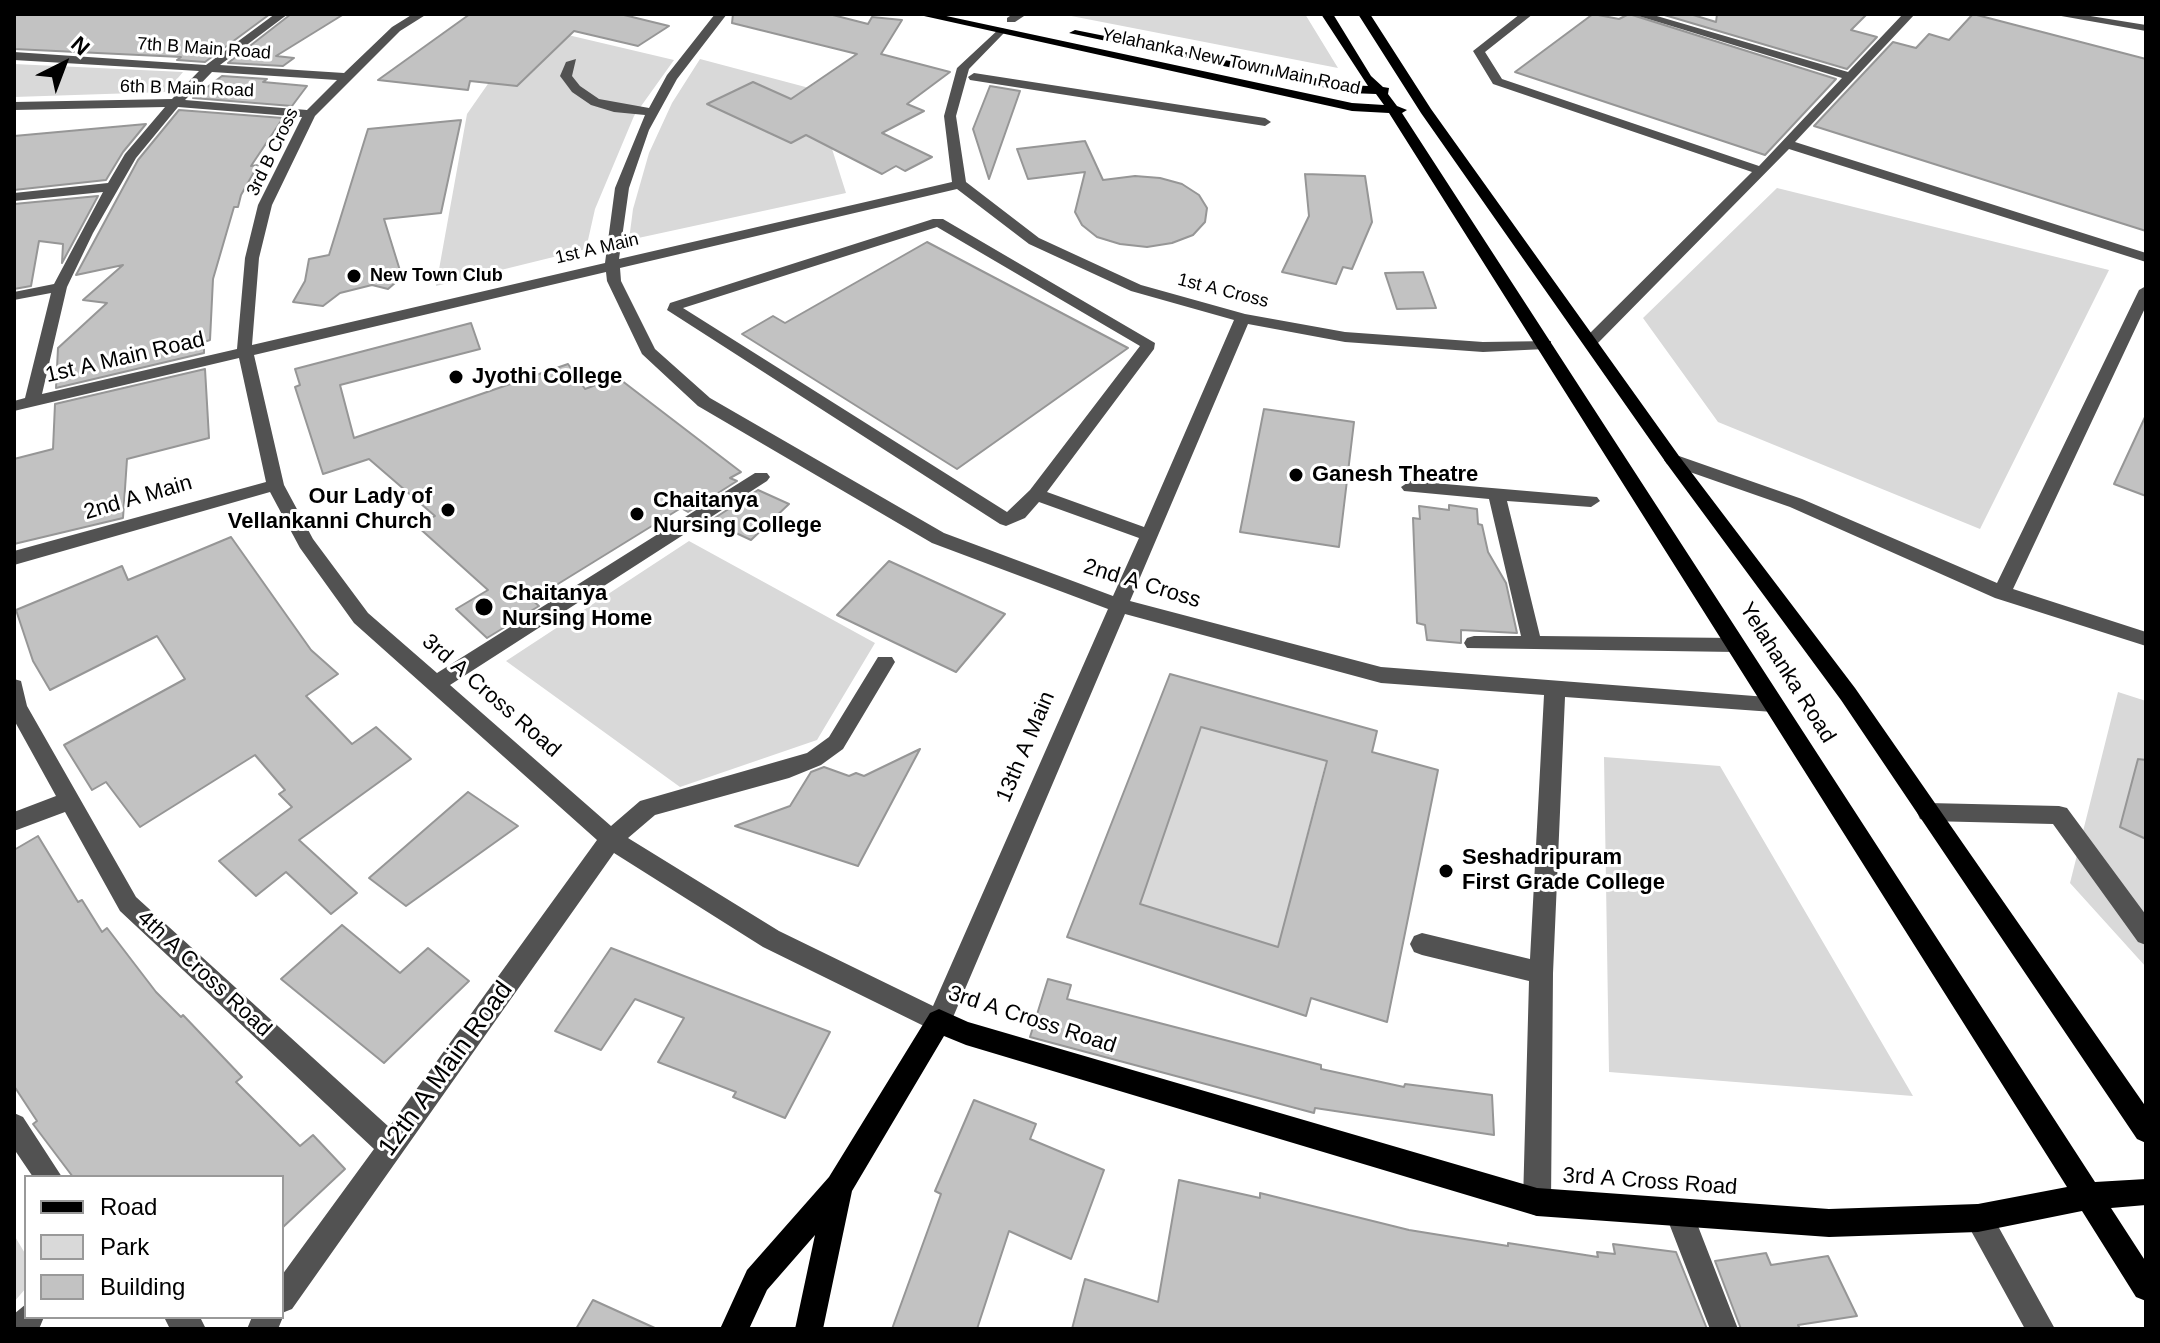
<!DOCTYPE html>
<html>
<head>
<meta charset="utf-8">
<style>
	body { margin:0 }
	#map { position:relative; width:2160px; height:1343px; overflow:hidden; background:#fff; font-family:Helvetica,sans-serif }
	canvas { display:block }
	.frame { position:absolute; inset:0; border:16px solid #000; pointer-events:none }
	.legend { position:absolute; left:24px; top:1175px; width:260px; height:144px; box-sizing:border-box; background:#fff; border:2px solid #999; margin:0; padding:10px 14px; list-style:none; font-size:24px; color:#000 }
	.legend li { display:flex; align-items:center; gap:16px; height:40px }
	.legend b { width:40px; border:2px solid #999 }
	.north { position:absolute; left:24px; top:24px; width:80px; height:80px; -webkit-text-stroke:6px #fff; paint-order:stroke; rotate:42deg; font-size:22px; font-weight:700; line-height:32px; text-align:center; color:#000 }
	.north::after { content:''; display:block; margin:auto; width:28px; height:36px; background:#000; clip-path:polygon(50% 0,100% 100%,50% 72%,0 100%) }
</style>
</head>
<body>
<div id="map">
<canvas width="2160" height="1343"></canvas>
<div class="frame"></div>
<ul class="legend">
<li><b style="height:10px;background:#000"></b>Road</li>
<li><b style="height:22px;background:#d9d9d9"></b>Park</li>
<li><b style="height:22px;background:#c2c2c2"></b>Building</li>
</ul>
<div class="north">N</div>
</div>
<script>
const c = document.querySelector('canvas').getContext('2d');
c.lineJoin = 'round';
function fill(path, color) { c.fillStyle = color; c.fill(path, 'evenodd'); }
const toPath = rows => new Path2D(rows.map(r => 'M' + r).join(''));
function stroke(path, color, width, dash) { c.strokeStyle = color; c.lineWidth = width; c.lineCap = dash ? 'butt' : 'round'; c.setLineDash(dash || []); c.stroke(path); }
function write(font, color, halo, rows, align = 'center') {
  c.font = font + ' Helvetica,sans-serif'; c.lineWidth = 6; c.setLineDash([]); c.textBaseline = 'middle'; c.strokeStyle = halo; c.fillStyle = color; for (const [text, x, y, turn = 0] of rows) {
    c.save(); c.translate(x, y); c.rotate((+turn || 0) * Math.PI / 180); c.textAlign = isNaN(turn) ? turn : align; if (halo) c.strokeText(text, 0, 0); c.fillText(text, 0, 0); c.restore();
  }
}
const green = toPath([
	[1061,14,1305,14,1338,68],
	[551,31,674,60,634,116,595,209,586,249,436,286,467,114,499,68],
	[700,59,813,89,846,193,629,240,633,209,649,153,672,103],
	[14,64,183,72,166,92,14,97],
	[1777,188,2109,270,1980,529,1718,422,1643,318],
	[689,541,875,643,817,740,680,787,506,661],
	[2118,692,2146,701,2146,967,2070,883],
	[1201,727,1326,761,1278,947,1140,904],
	[1604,757,1720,766,1913,1096,1609,1072],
	[14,1235,26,1255,26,1288,14,1302]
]);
const building = toPath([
	[14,14,270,14,205,62,177,60,181,57,14,49,14,14],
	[291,14,344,14,276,56,294,58,283,66,228,63,291,14],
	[470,14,620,14,669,26,638,46,574,31,517,86,470,81,468,90,378,80,470,14],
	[733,14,829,14,868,24,872,17,902,20,881,54,950,72,907,104,924,111,882,133,932,157,905,171,896,166,882,174,806,135,791,143,707,104,753,82,791,99,857,54,732,23,733,14],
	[1593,14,1619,19,1629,14,1836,79,1765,155,1515,72,1593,14],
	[1661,14,1690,14,1716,22,1717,14,1867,14,1851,30,1877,37,1847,69,1661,14],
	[1973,14,2146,59,2146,231,1814,126,1893,42,1916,48,1929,34,1949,40,1973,14],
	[222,76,267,79,263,82,307,86,292,106,193,98,222,76],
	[990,86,1020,91,989,179,973,129,990,86],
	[179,110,283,118,251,166,258,165,241,195,238,207,234,207,213,279,210,340,204,342,204,353,56,388,58,348,107,303,83,300,123,265,76,275,138,160,179,110],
	[461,120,441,213,384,219,402,277,388,289,372,285,340,293,323,306,293,302,305,281,309,259,329,255,368,129,461,120],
	[146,124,123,152,106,180,14,190,14,136,146,124],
	[1085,141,1103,180,1135,176,1160,178,1182,184,1199,195,1207,208,1205,222,1193,235,1172,243,1147,247,1120,244,1097,237,1082,225,1075,212,1085,172,1028,179,1017,149,1085,141],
	[1305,174,1365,176,1372,222,1352,269,1343,267,1336,284,1282,272,1309,216,1305,174],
	[98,196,62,263,63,244,39,241,31,286,14,289,14,204,98,196],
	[927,242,1128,348,957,469,742,334,773,316,785,323,927,242],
	[1423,272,1436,308,1397,309,1385,273,1423,272],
	[471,323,480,349,340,385,354,438,568,364,585,389,617,377,741,472,730,478,737,481,688,512,681,508,532,600,539,606,487,638,456,609,488,590,417,526,435,516,369,459,323,474,295,387,300,385,295,369,471,323],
	[205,369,209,438,127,459,123,518,14,544,14,459,53,449,55,404,205,369],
	[1264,409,1354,422,1339,547,1240,532,1264,409],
	[2146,415,2146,496,2114,484,2146,415],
	[758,490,789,504,751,540,710,521,758,490],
	[1449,505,1477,509,1478,524,1482,525,1488,552,1506,583,1517,633,1461,630,1461,643,1427,640,1425,625,1417,623,1413,518,1420,519,1419,506,1449,510,1449,505],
	[231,537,311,650,338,674,306,696,352,744,376,727,411,759,299,840,357,893,331,914,286,872,256,896,219,861,292,807,279,794,285,790,255,755,140,827,106,782,92,790,64,745,185,679,157,636,50,690,33,661,16,610,122,566,128,580,231,537],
	[889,561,1005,614,956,672,837,615,889,561],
	[1170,674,1377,731,1372,752,1438,770,1387,1022,1311,998,1306,1016,1067,937,1170,674],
	[1201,727,1327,761,1278,947,1140,904,1201,727],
	[920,749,858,866,735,826,790,806,811,772,824,767,849,776,856,773,864,776,920,749],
	[2138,759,2146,760,2146,839,2120,827,2138,759],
	[468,792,518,826,406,906,369,878,468,792],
	[38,836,78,902,82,900,102,932,107,928,156,992,181,1017,183,1015,242,1077,236,1082,300,1146,313,1135,345,1169,282,1228,282,1177,73,1177,33,1124,37,1121,14,1086,14,850,38,836],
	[342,925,400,973,428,948,469,981,384,1063,281,979,342,925],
	[611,948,830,1032,785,1118,733,1097,736,1092,658,1062,684,1018,635,999,601,1050,555,1031,611,948],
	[1048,979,1071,985,1067,999,1321,1065,1321,1069,1404,1087,1405,1084,1492,1095,1494,1135,1315,1108,1314,1113,1030,1037,1048,979],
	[974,1100,1036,1124,1030,1139,1104,1170,1071,1259,1009,1231,977,1329,892,1329,941,1194,935,1191,974,1100],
	[1179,1180,1260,1198,1260,1193,1409,1230,1508,1246,1508,1243,1598,1257,1597,1252,1615,1254,1613,1244,1676,1252,1707,1329,1072,1329,1085,1279,1158,1302,1179,1180],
	[1766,1253,1771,1265,1828,1256,1857,1316,1798,1325,1800,1329,1741,1329,1715,1261,1766,1253],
	[593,1300,657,1329,576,1329,593,1300]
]);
const minor = toPath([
	[275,14,288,14,220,65,344,73,392,27,413,14,427,14,400,31,315,116,272,205,259,258,252,345,605,263,615,188,645,115,614,112,591,105,572,92,560,76,566,62,576,59,572,76,580,86,599,99,649,108,667,75,715,14,727,14,677,79,649,130,629,188,619,259,952,182,944,116,957,68,1000,28,1004,29,1004,33,969,69,956,116,966,182,1039,238,1141,285,1245,314,1345,332,1483,342,1551,341,1551,347,1545,349,1483,352,1345,342,1248,324,1130,601,1381,667,1780,698,1783,704,1780,710,1773,712,1565,697,1553,973,1551,1202,1547,1212,1537,1216,1527,1212,1523,1202,1529,981,1422,955,1414,952,1410,944,1414,936,1422,933,1530,959,1544,695,1381,683,1125,614,948,1029,939,1033,930,1029,763,947,614,853,292,1309,282,1313,282,1275,374,1149,120,911,65,812,14,831,14,812,56,796,14,720,14,679,21,681,27,706,136,897,389,1127,597,840,354,623,300,548,270,492,14,565,14,551,266,482,239,358,14,411,14,401,25,398,51,293,14,300,14,292,54,284,103,192,14,201,14,193,108,183,125,154,165,107,14,110,14,102,172,99,199,71,14,60,14,52,206,65,275,14],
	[212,72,337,80,307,110,185,100,212,72],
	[178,107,302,117,258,205,245,258,237,349,42,394,67,287,93,233,136,158,178,107],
	[957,189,1029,244,1131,291,1234,320,1144,527,1047,492,1154,349,1155,343,943,219,933,219,670,303,667,310,1000,524,1006,526,1025,518,1039,502,1139,538,1113,596,944,533,710,398,655,349,621,281,620,268,957,189],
	[937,227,1140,346,1030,490,1007,512,683,308,937,227],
	[606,272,607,281,642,354,698,406,932,543,1108,609,933,1006,779,931,628,838,655,815,789,778,821,765,843,749,895,662,892,657,878,657,829,737,807,753,640,801,611,826,450,685,767,481,770,477,767,473,755,473,437,673,368,613,313,539,284,485,254,355,606,272],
	[1013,14,1027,14,1015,22,1007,22,1007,18,1013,14],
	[1520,14,1533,14,1485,52,1502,79,1759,166,1842,78,1632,14,1650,14,1848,72,1903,14,1915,14,1795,142,2146,253,2146,262,1789,149,1596,345,1584,345,1584,339,1752,172,1493,84,1473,51,1520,14],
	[2050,14,2078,14,2146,25,2146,31,2050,14],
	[974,73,1265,118,1271,122,1265,126,970,80,968,77,974,73],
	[2146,286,2146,306,2013,589,2146,632,2146,646,1995,598,1790,507,1667,464,1664,460,1667,456,1679,456,1802,499,1997,583,2139,290,2146,286],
	[1410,481,1597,497,1600,501,1591,507,1507,501,1540,636,1735,638,1742,640,1745,645,1742,650,1735,652,1467,648,1464,643,1467,638,1474,636,1521,636,1489,499,1404,491,1401,487,1410,481],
	[1928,803,2059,806,2067,808,2146,915,2146,945,2138,942,2053,824,1928,821,1920,819,1917,812,1920,805,1928,803],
	[14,1113,23,1117,62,1177,33,1177,14,1149,14,1113],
	[1679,1199,1689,1203,1738,1329,1710,1329,1665,1213,1669,1203,1679,1199],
	[1978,1204,1988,1208,2055,1329,2025,1329,1964,1218,1968,1208,1978,1204],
	[26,1304,26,1317,44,1317,39,1329,14,1329,14,1314,26,1304],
	[282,1314,283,1317,278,1329,247,1329,252,1317,282,1317,282,1314],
	[164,1317,200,1317,206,1329,170,1329,164,1317]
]);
const major = toPath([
	[915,14,937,14,1352,103,1384,105,1376,94,1350,93,1069,33,1075,30,1350,85,1368,86,1321,14,1333,14,1371,76,1383,87,1389,88,1388,94,1397,106,1407,110,1402,113,2095,1182,2146,1179,2146,1205,2111,1208,2146,1262,2146,1301,2136,1297,2082,1211,1978,1232,1829,1237,1537,1216,966,1045,944,1036,852,1191,823,1329,795,1329,815,1235,767,1290,749,1329,720,1329,747,1270,829,1177,930,1013,939,1009,968,1022,1537,1188,1829,1209,1978,1204,2067,1187,1389,113,1352,111,915,14],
	[1358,14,1370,14,1431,109,1679,456,1855,688,2146,1107,2146,1143,2137,1139,1841,700,1667,464,1421,113,1358,14]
]);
const markers = [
	[354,276,8,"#000"],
	[456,377,8,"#000"],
	[1296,475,8,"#000"],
	[448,510,8,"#000"],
	[637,514,8,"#000"],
	[484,607,10,"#000"],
	[1446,871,8,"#000"]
];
const farStreetnames = [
	["7th B Main Road",204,49,4],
	["Yelahanka New Town Main Road",1231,62,12],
	["6th B Main Road",187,89,2],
	["3rd B Cross",273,152,-64],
	["1st A Main",597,249,-13],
	["1st A Cross",1223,291,14]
];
const farPoinames = [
	["New Town Club",370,276]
];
const streetNames = [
	["1st A Main Road",125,358,-13],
	["2nd A Main",138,498,-16],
	["2nd A Cross",1142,584,17],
	["Yelahanka Road",1787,673,58],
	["3rd A Cross Road",491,696,41],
	["13th A Main",1026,747,-67],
	["4th A Cross Road",204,974,43],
	["3rd A Cross Road",1032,1020,18],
	["3rd A Cross Road",1650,1182,4]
];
const poiNames = [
	["Jyothi College",472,377],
	["Ganesh Theatre",1312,475],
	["Our Lady of",432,497,"right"],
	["Vellankanni Church",432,522,"right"],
	["Chaitanya",653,501],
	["Nursing College",653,526],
	["Chaitanya",502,594],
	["Nursing Home",502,619],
	["Seshadripuram",1462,858],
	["First Grade College",1462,883]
];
const nearStreetnames = [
	["12th A Main Road",446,1069,-54]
];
fill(green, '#d9d9d9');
fill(building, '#c2c2c2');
stroke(building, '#969696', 2);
fill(minor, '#525252');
fill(major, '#000');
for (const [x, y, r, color] of markers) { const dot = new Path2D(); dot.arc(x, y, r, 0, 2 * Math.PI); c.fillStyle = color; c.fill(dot); stroke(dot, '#fff', 3); }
write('18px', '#000', '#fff', farStreetnames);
write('bold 18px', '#000', '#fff', farPoinames, 'left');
write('22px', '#000', '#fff', streetNames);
write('bold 22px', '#000', '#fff', poiNames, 'left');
write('26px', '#000', '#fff', nearStreetnames);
</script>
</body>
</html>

## Assigned task:
Show every line from the entries that includes the word "halo".

## Task result:
function write(font, color, halo, rows, align = 'center') {
  c.font = font + ' Helvetica,sans-serif'; c.lineWidth = 6; c.setLineDash([]); c.textBaseline = 'middle'; c.strokeStyle = halo; c.fillStyle = color; for (const [text, x, y, turn = 0] of rows) {
    c.save(); c.translate(x, y); c.rotate((+turn || 0) * Math.PI / 180); c.textAlign = isNaN(turn) ? turn : align; if (halo) c.strokeText(text, 0, 0); c.fillText(text, 0, 0); c.restore();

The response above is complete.